Genomic Science Program
U.S. Department of Energy | Office of Science | Biological and Environmental Research Program

2024 Abstracts

Plant-Microbe Interfaces: Microbially Mediated Host Stress Response—Bridging Field and Laboratory Experiments to Gain Insights into the Populus-Microbiome Symbiosis Under Abiotic Stress


Alyssa A. Carrell1* ([email protected]), William A. Argiroff1, Kelsey Carter2, Jun Lee1, Sara S. Jawdy1, Dawn M. Klingeman1, Leah Burdick1, Dale A. Pelletier1, Christopher W. Schadt1, Larry York1, Mircea Podar1, Melissa A. Cregger1, David J. Weston1, Mitchel J. Doktycz1


1Biosciences Division, Oak Ridge National Laboratory; 2Environmental Sciences Division, Oak Ridge National Laboratory



The overriding goal of the Oak Ridge National Laboratory (ORNL) Plant-Microbe Interfaces (PMI) Science Focus Area (SFA) is to predictively understand the productive relationship between a plant host and its microbiome based on molecular and environmentally defined information. Populus and its associated microbial community serve as the experimental system for understanding this dynamic, complex multiorganism system. To achieve this goal, the project focuses on: (1) defining the bidirectional progression of molecular and cellular events involved in selecting and maintaining specific, mutualistic Populus-microbe interfaces; (2) defining the chemical environment and molecular signals that influence community structure and function; and (3) understanding the dynamic relationship and extrinsic stressors that shape microbiome composition and affect host performance.
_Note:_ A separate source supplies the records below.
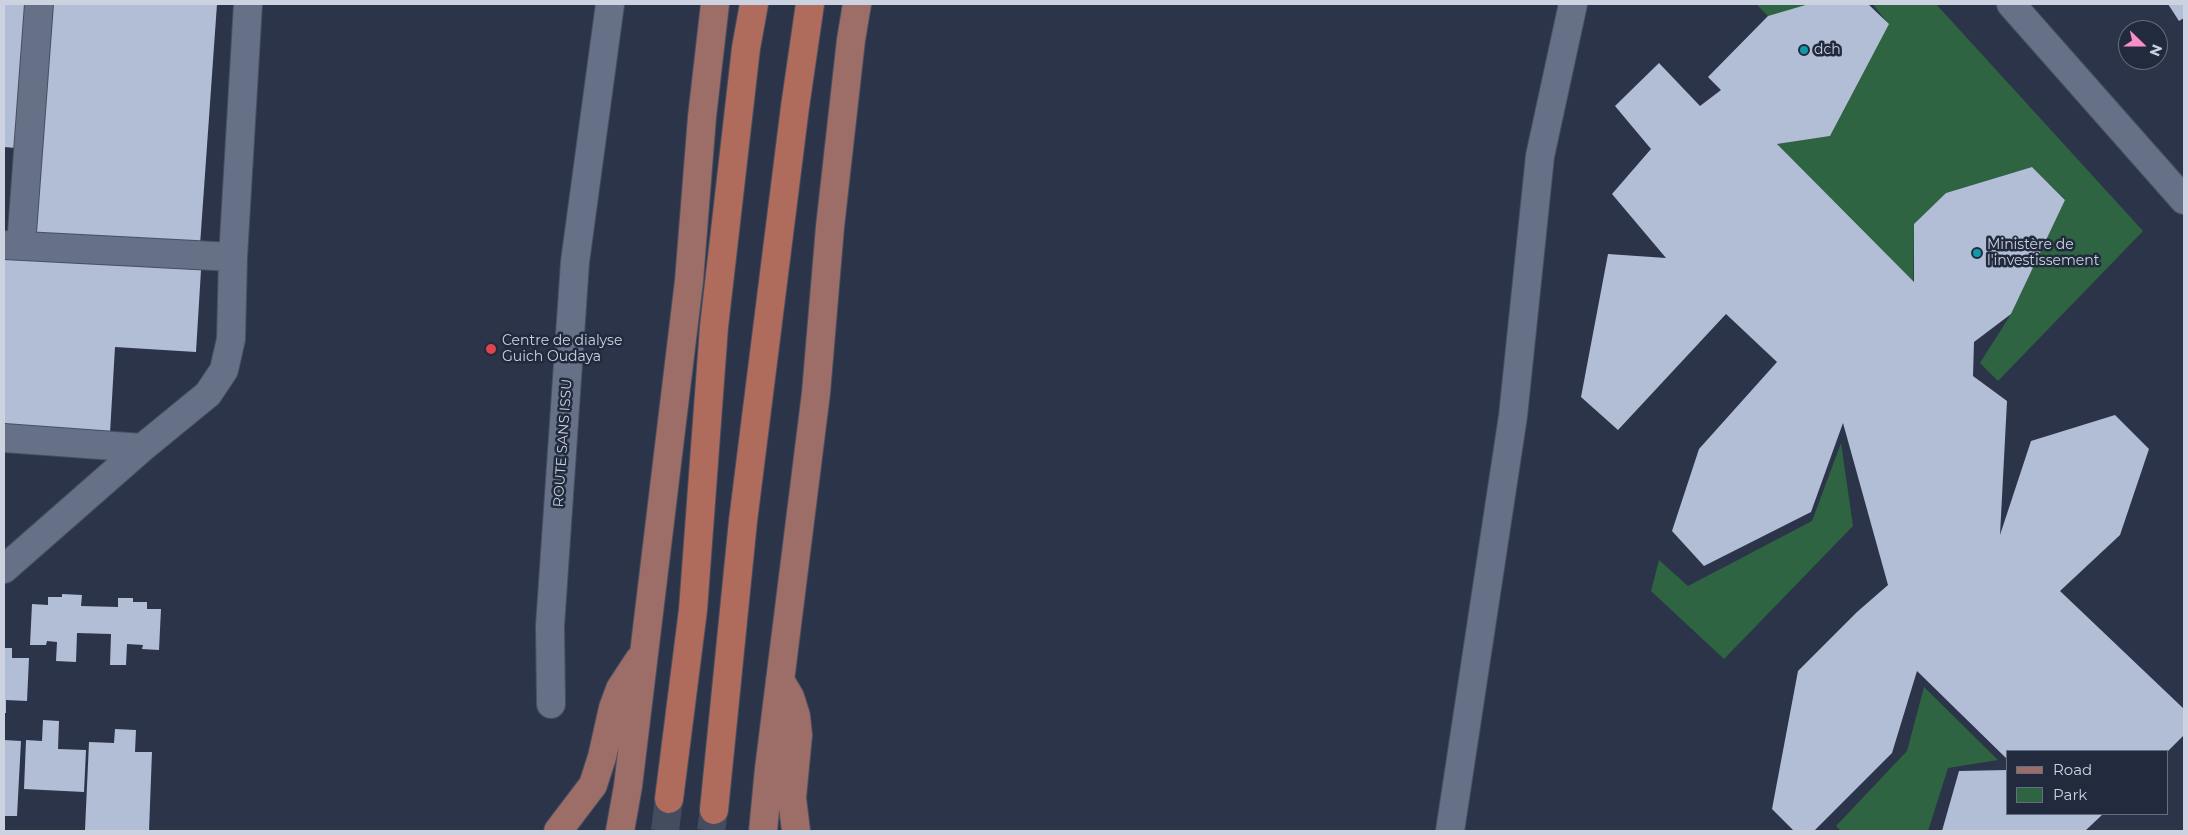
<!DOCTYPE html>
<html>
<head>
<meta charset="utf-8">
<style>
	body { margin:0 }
	#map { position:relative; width:2188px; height:835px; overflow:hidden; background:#2c3449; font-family:Montserrat,sans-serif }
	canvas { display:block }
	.frame { position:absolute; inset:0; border:5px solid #ccd2df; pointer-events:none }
	.legend { position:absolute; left:2006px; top:750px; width:162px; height:65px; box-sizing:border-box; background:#222a3e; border:1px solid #666d7e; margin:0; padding:6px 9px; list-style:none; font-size:15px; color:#ccd2df }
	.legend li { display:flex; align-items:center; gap:10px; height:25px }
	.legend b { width:25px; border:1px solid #666d7e }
	.north { position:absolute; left:2118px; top:20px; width:50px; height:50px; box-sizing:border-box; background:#222a3e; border:1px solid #666d7e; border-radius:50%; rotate:112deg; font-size:14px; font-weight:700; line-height:20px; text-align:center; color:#ccd2df }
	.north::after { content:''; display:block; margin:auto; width:18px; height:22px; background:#f98fc8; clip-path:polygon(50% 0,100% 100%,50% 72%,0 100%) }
</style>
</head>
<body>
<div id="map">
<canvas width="2188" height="835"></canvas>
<div class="frame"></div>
<ul class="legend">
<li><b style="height:6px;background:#9d6d67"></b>Road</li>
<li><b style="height:14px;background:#2e6441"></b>Park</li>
</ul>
<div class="north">N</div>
</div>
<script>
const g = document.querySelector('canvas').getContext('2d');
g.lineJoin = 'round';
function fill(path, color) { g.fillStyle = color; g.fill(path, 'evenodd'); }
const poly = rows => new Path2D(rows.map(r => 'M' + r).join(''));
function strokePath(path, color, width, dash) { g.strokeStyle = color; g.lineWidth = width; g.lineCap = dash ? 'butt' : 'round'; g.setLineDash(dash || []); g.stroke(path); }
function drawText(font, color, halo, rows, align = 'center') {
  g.font = font + ' Montserrat,sans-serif'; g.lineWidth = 5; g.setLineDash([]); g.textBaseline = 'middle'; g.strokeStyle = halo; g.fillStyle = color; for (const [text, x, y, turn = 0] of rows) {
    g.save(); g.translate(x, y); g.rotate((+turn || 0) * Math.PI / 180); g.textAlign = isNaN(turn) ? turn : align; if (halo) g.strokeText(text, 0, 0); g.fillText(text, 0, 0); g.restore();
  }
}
fill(poly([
	[1756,4,1814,4,1768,16],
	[1873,4,1936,4,2143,231,1998,381,1980,363,2011,314,2065,199,2032,167,1946,193,1914,224,1913,288,1777,144,1830,136,1888,24],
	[1841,443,1853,526,1724,659,1651,591,1659,560,1688,586,1812,521],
	[1924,687,1998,760,1948,768,1928,831,1841,831,1836,826,1907,751]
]), '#2e6441');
fill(poly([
	[4,4,25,4,16,148,4,147],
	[49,4,217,4,200,245,32,233],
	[1809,4,1868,4,1889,24,1830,136,1777,144,1914,282,1914,224,1946,193,2032,167,2065,200,2011,314,1974,342,1973,376,2007,401,2000,535,2031,441,2115,415,2149,449,2120,535,2060,591,2184,709,2184,735,2168,751,2007,751,2007,759,1917,671,1892,753,1814,831,1794,831,1772,809,1798,671,1857,612,1888,585,1843,423,1811,512,1704,566,1672,531,1699,449,1777,362,1726,314,1618,430,1581,397,1608,254,1666,258,1612,194,1651,149,1615,106,1659,63,1700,106,1721,90,1708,77,1768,16],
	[2168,4,2184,4,2184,18,2179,21],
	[4,258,201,270,196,352,115,347,110,433,4,427],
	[62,594,82,595,81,606,118,607,118,598,133,598,133,602,147,602,147,609,161,609,159,650,142,649,143,645,127,644,126,665,110,665,111,634,77,633,76,662,56,661,57,642,47,641,46,645,30,645,32,604,48,605,48,597,62,597],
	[4,648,12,648,12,658,29,658,27,701,6,700,6,713,4,713],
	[43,720,59,721,58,749,86,750,84,792,24,789,26,740,42,741],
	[115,729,136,730,135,752,152,752,149,831,85,830,89,742,114,743],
	[4,740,21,741,17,816,4,816],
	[2007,770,2007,814,2103,814,2085,831,1942,831,1959,771]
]), '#b2bdd6');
strokePath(poly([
	[665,831,669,799],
	[711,831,714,810]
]), '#444c60', 28, [28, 14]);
const minor = poly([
	[2011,4,2184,200],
	[4,245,233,257],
	[21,246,39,4],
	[4,438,142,448],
	[4,569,142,448,208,394,224,370,231,339,233,257,248,4],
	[551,704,550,626,575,262,610,4],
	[1450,831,1513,416,1540,156,1573,4]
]);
const primary = poly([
	[780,680,790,697,796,716,798,735,792,798,796,831],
	[558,831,593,785,602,757,613,708,620,689,639,660],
	[620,831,628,786,689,281,702,117,715,4],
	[763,831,769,769,816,393,830,227,851,40,857,4]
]);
const trunk = poly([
	[669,799,693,610,714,327,746,48,754,4],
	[714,810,743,521,795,107,810,4]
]);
strokePath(minor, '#484f60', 30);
strokePath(primary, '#484f60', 30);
strokePath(trunk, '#484f60', 30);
strokePath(minor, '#667087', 28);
strokePath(primary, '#9d6d67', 28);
strokePath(trunk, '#af6c5c', 28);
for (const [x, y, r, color] of [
	[1804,50,5,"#0f9aa8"],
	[1977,253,5,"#0f9aa8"],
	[491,349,6,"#e0444e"]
]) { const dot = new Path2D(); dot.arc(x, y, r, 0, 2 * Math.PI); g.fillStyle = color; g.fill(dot); strokePath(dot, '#222a3e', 2); }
drawText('14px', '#ccd2df', '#222a3e', [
	["dch",1814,50],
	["Ministère de",1987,245],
	["l'investissement",1987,261],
	["Centre de dialyse",502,341],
	["Guich Oudaya",502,357]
], 'left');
drawText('14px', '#ccd2df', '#222a3e', [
	["ROUTE SANS ISSU",563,443,-86]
]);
</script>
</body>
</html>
Plants are colonized by beneficial microbes that may enhance their resistance to both abiotic and biotic stress, yet the mechanisms underlying these benefits remain largely unexplored. Coupling field observations to laboratory experiments is essential for understanding these microbe-mediated benefits, yet these cross-scale linkages remain a critical knowledge gap. In this study, researchers sampled Populus trichocarpa microbiomes across gradients in temperature and precipitation in Oregon and Washington. These sites revealed distinct microbial communities correlated with varying levels of temperature and moisture. To assess the potential benefits conferred by these microbial communities to host plants under thermal stress, whole soil microbiomes from the sites experiencing the coldest and hottest temperatures were transferred to axenic Populus tissue culture plants in a greenhouse environment. Notably, poplars receiving the microbiome from the highest temperature site demonstrated enhanced growth when placed in a high-temperature chamber, suggesting the microbiomes from warmer sites confer greater thermal tolerance to the host plant. Next, the team employed direct plating and flow sorting microbiome isolation approaches to obtain individual isolates from field sites at the thermal extremes. The project will next compare the isolates with taxa enriched in the microbiome of plants demonstrating thermal tolerance to identify potentially beneficial strains. Building on these findings, the research’s subsequent phase will utilize individual isolates assembled into Populus synthetic communities (SynCom) to dissect the molecular mechanisms underpinning the observed benefits, bridging the gap between field-based microbial ecology and controlled laboratory experiments. This research contributes to an understanding of the complex interactions between plants and their associated microbial communities, and findings have important implications for leveraging these relationships to enhance plant resilience in the face of changing environmental conditions.

Funding Information

ORNL is managed by UT-Battelle, LLC for the U.S. DOE under contract no. DE-AC05-00OR22725. The PMI SFA is supported by the U.S. DOE, Office of Science, through GSP, BER program under FWP ERKP730.